В конце концов, пытаясь упорядочить в голове преданность Сафиры аданийской династии и реальное положение вещей в семье Салин, Таммуз пришел к единственному возможному решению, чтобы перестать трястись за свое положение по обе стороны орсо-аданийской границы.
Выслушав царя, Змей провел языком по зубам, облизнул губы, качнул головой.
— Признаться, я думал, что это будет Сафира.
«Но рад, что ты оказался смелее отца».
Таммуз, кусая губы — уже не новая, неотвязная привычка — локтями оперся на столешницу.
— Я действительно опасаюсь её влияния при дворе Шамши-Аддаде. Но если убить Сафиру, ни Майя, ни Салман не удержит совет в единстве перед династией.
— Достойная женщина, — не удержался Гор от комментария. Хотя Таммуз из личных побуждений, которые тоже были скорее взаимной привычкой, чем каким-то рациональным, обоснованным страхом, испытывал к аданийской жрице-советнице устойчивую неприязнь, отрицать её силу было малодушно.
— Надо, чтобы как тогда с Красной Башней, я стал единственной надеждой для всей династии. Если меня будет поддерживать Сафира, я смогу переломить отношение к себе Адани, а имея там власть…

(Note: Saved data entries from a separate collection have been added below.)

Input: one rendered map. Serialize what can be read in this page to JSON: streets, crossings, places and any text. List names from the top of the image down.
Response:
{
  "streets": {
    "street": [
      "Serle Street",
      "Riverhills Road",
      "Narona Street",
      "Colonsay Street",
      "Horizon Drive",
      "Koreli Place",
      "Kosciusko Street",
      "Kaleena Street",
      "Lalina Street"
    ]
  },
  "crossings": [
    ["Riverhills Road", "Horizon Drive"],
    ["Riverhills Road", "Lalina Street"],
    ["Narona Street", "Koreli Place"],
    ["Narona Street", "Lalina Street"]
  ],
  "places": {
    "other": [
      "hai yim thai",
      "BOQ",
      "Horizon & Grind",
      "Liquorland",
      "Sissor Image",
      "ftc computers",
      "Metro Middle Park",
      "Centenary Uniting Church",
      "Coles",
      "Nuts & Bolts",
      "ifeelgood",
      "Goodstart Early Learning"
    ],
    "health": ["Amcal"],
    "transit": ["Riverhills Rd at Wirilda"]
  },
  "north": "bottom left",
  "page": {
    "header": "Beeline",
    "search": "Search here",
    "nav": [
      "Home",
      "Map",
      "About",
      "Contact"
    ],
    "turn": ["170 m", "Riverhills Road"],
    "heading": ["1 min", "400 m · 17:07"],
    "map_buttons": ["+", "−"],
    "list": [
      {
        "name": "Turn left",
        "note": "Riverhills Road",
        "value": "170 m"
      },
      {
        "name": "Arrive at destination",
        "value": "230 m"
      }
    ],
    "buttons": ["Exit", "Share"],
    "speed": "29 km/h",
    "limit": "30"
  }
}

— Уточним, что это власть страны, победившей Орс в последней войне, — непринужденно перебил Гор.
— … я смогу заставить все орсовские языки, которые продолжают поносить мое правление и зовут узурпатором, заткнуться.
— Отсохнуть, — поправил Гор. — План хороший. Какова цена? — он подался вперед.
— Что? — Таммуз выпучил глаза. Гор захохотал.
— Ну, мой царь, — все в том же непринужденном ключе поведал Гор, — я понимаю, что вы привыкли получать мою помощь безвозмездно — все-таки за десять лет я попросил оплаты лишь однажды — но, думаю, сейчас самый раз повторить.
— Ты мой советник, какая еще тебе нужна оплата? — вздрогнул царь.
— Ну, — лениво протянул Гор. — Думаю, должность казначея мне подошла бы.
Таммуз вытянулся в лице: он серьезно, что ли? Но Гор в ответ на немой вопрос смотрел так красноречиво, что Таммузу было ясно: Змей не шутит.